[Data to process]

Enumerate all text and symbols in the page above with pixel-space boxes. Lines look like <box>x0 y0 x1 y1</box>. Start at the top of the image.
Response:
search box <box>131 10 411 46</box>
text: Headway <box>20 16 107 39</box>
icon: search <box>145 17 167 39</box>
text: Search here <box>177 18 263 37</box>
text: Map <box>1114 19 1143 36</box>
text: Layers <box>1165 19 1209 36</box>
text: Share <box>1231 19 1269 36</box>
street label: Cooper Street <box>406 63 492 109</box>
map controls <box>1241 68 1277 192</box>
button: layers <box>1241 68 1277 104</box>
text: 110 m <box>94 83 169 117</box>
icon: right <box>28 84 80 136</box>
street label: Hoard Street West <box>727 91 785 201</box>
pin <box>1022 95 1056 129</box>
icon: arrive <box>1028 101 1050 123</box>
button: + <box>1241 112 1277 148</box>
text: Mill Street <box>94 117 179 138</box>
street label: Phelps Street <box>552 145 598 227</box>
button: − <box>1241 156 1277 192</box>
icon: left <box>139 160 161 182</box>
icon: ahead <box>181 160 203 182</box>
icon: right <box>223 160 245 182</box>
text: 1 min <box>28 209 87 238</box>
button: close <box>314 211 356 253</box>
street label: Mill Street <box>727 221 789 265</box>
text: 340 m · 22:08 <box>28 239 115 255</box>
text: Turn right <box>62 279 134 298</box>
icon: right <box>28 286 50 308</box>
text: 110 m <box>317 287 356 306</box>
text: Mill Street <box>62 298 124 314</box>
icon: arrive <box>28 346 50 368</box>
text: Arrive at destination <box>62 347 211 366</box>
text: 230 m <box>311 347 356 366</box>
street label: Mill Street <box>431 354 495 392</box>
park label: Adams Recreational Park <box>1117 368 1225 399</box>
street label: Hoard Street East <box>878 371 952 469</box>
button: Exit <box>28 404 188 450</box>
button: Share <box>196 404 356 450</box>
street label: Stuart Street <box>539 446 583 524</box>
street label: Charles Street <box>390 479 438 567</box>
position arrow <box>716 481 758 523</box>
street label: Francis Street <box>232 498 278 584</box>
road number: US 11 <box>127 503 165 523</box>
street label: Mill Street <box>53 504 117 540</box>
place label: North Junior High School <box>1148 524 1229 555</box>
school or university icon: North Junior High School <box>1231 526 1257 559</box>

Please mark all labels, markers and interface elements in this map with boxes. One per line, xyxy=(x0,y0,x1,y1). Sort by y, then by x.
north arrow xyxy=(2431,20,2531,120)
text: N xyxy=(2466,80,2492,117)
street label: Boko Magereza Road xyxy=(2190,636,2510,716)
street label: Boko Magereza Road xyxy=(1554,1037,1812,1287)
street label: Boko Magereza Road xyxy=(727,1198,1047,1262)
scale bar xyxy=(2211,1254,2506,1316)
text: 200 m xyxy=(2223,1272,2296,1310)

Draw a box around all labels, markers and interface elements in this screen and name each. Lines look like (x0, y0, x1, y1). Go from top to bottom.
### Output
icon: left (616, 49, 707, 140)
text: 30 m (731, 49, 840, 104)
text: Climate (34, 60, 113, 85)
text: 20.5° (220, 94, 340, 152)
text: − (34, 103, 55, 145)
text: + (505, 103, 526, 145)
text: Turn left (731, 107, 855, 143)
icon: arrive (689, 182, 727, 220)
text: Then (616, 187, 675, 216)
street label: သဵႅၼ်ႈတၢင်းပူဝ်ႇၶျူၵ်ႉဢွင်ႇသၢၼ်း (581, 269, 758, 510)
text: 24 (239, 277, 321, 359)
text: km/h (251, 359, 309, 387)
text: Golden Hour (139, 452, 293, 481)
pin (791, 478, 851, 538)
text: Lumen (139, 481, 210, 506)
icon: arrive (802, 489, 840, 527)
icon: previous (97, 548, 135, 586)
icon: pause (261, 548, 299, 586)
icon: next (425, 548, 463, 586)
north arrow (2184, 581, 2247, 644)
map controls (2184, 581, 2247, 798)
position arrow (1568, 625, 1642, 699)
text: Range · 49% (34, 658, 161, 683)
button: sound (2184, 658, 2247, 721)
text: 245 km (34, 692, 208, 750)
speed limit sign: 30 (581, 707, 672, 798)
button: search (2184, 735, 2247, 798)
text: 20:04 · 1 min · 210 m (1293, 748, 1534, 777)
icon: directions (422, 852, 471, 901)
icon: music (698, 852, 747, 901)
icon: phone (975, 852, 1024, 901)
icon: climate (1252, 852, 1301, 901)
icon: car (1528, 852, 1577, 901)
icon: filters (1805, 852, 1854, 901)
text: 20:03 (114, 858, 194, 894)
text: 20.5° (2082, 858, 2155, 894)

[/Data to process]

#### [Work instruction]
From the entries, report each line that includes the word "right".

#### [Task answer]
icon: right <box>28 84 80 136</box>
icon: right <box>223 160 245 182</box>
text: Turn right <box>62 279 134 298</box>
icon: right <box>28 286 50 308</box>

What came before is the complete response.